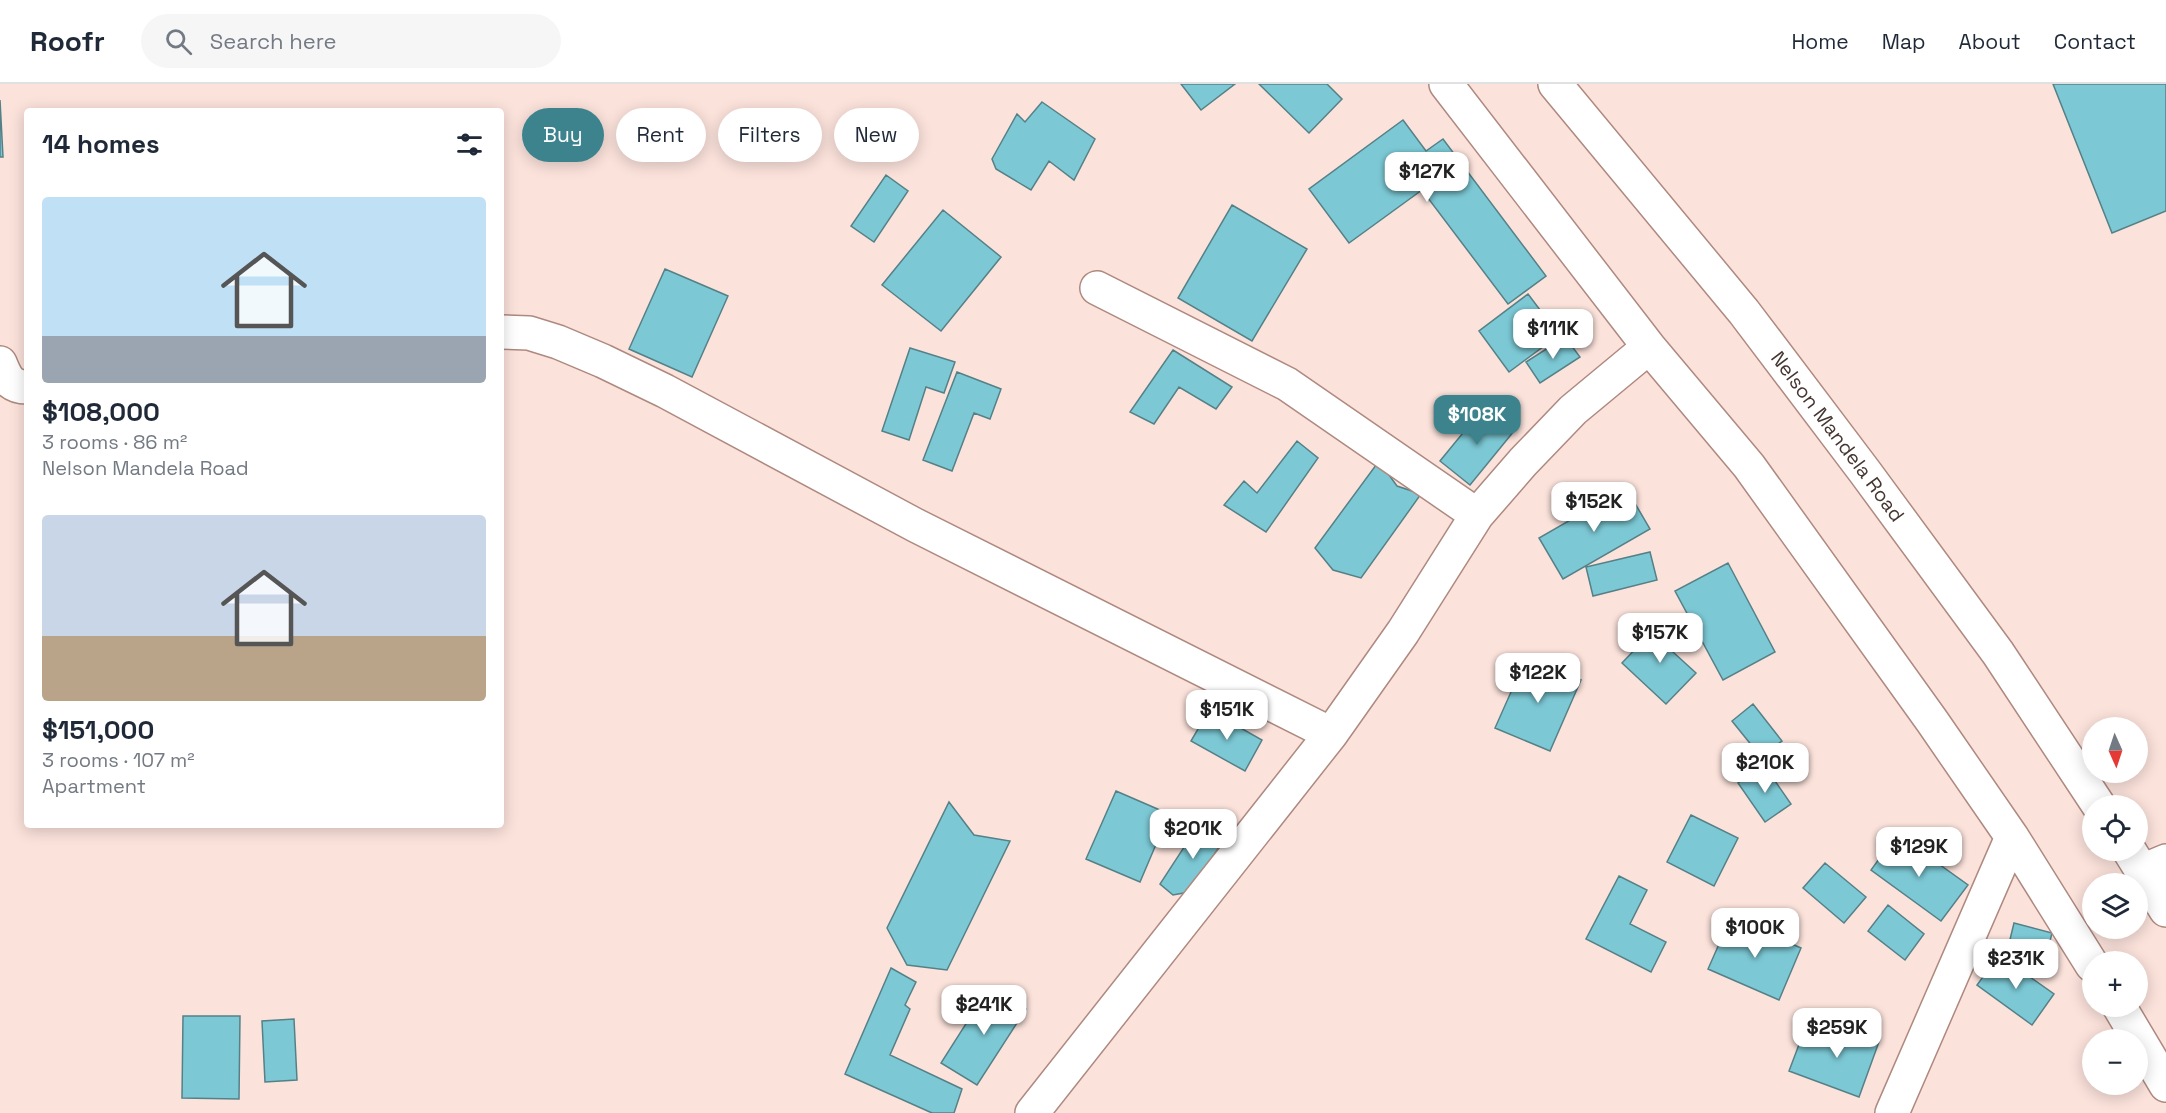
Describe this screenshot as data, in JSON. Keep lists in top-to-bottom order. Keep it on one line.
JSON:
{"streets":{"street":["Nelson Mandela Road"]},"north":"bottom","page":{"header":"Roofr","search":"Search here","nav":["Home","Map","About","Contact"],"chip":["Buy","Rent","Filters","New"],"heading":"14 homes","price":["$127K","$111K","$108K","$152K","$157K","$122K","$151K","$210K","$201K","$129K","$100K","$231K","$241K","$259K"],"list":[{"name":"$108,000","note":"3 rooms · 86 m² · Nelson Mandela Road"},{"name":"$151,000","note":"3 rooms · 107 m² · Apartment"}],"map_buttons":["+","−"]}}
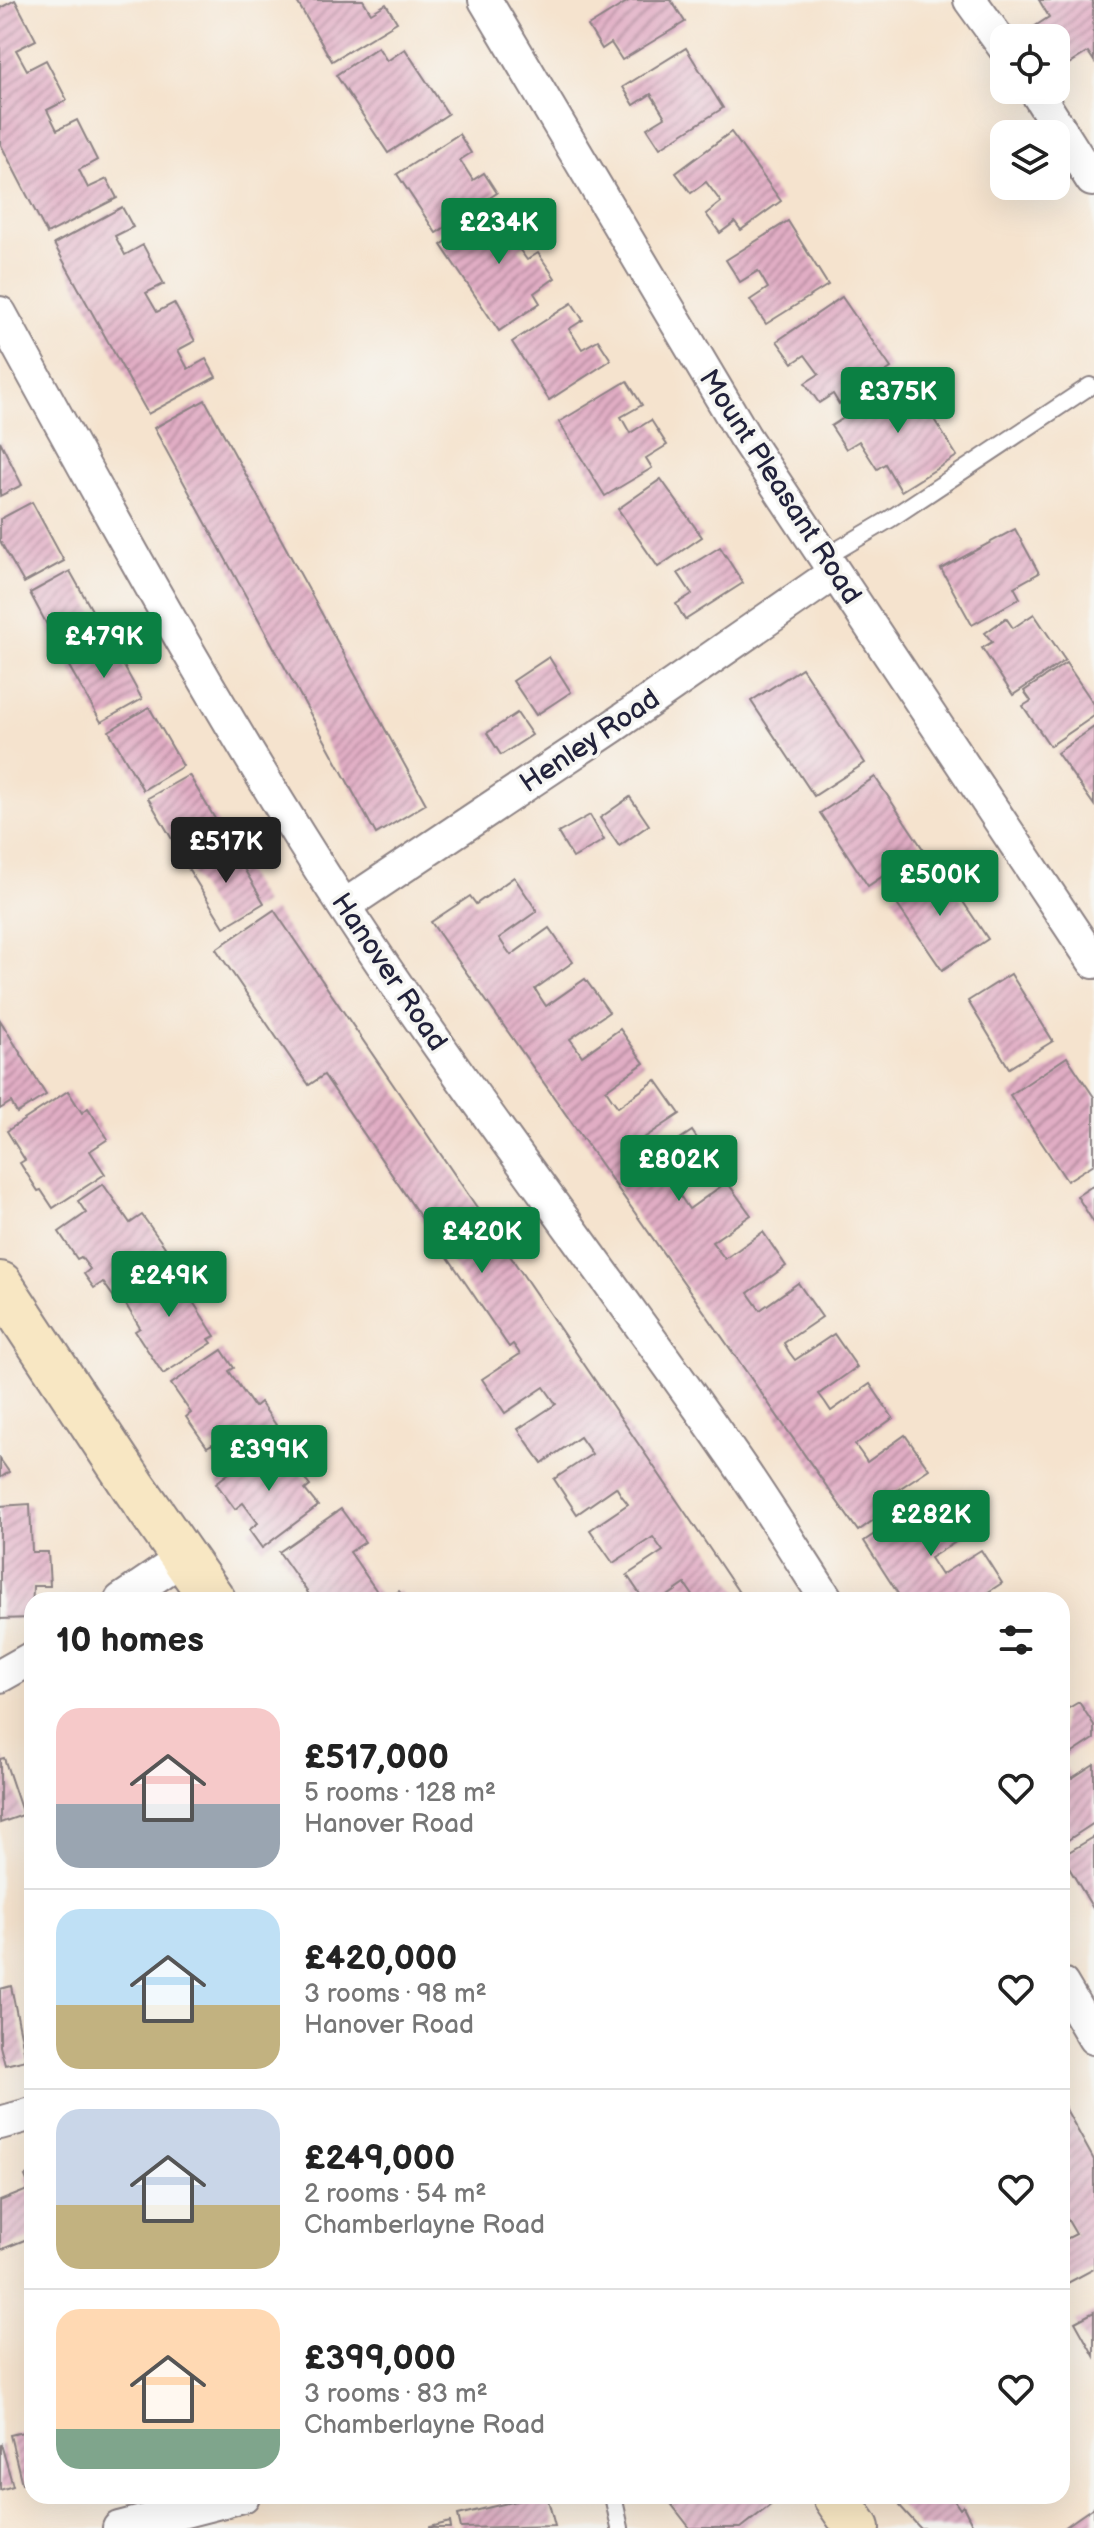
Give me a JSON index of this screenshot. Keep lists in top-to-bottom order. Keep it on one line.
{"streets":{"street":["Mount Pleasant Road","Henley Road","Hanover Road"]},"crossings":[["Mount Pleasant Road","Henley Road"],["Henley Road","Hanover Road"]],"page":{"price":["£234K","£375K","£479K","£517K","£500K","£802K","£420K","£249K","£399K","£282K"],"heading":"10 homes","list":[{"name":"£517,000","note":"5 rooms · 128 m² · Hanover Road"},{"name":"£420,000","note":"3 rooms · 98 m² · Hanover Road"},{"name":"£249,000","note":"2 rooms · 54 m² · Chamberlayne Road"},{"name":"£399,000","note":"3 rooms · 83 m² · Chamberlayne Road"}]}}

+--

TASK - Once the pictures are set aside, repeat the remaining data word for word.

TASK OUTPUT -
Describe this screenshot as data, in JSON. Keep lists in top-to-bottom order. Keep it on one line.
JSON:
{"streets":{"street":["Nelson Mandela Road"]},"north":"bottom","page":{"header":"Roofr","search":"Search here","nav":["Home","Map","About","Contact"],"chip":["Buy","Rent","Filters","New"],"heading":"14 homes","price":["$127K","$111K","$108K","$152K","$157K","$122K","$151K","$210K","$201K","$129K","$100K","$231K","$241K","$259K"],"list":[{"name":"$108,000","note":"3 rooms · 86 m² · Nelson Mandela Road"},{"name":"$151,000","note":"3 rooms · 107 m² · Apartment"}],"map_buttons":["+","−"]}}
Give me a JSON index of this screenshot. Keep lists in top-to-bottom order. Keep it on one line.
{"streets":{"street":["Mount Pleasant Road","Henley Road","Hanover Road"]},"crossings":[["Mount Pleasant Road","Henley Road"],["Henley Road","Hanover Road"]],"page":{"price":["£234K","£375K","£479K","£517K","£500K","£802K","£420K","£249K","£399K","£282K"],"heading":"10 homes","list":[{"name":"£517,000","note":"5 rooms · 128 m² · Hanover Road"},{"name":"£420,000","note":"3 rooms · 98 m² · Hanover Road"},{"name":"£249,000","note":"2 rooms · 54 m² · Chamberlayne Road"},{"name":"£399,000","note":"3 rooms · 83 m² · Chamberlayne Road"}]}}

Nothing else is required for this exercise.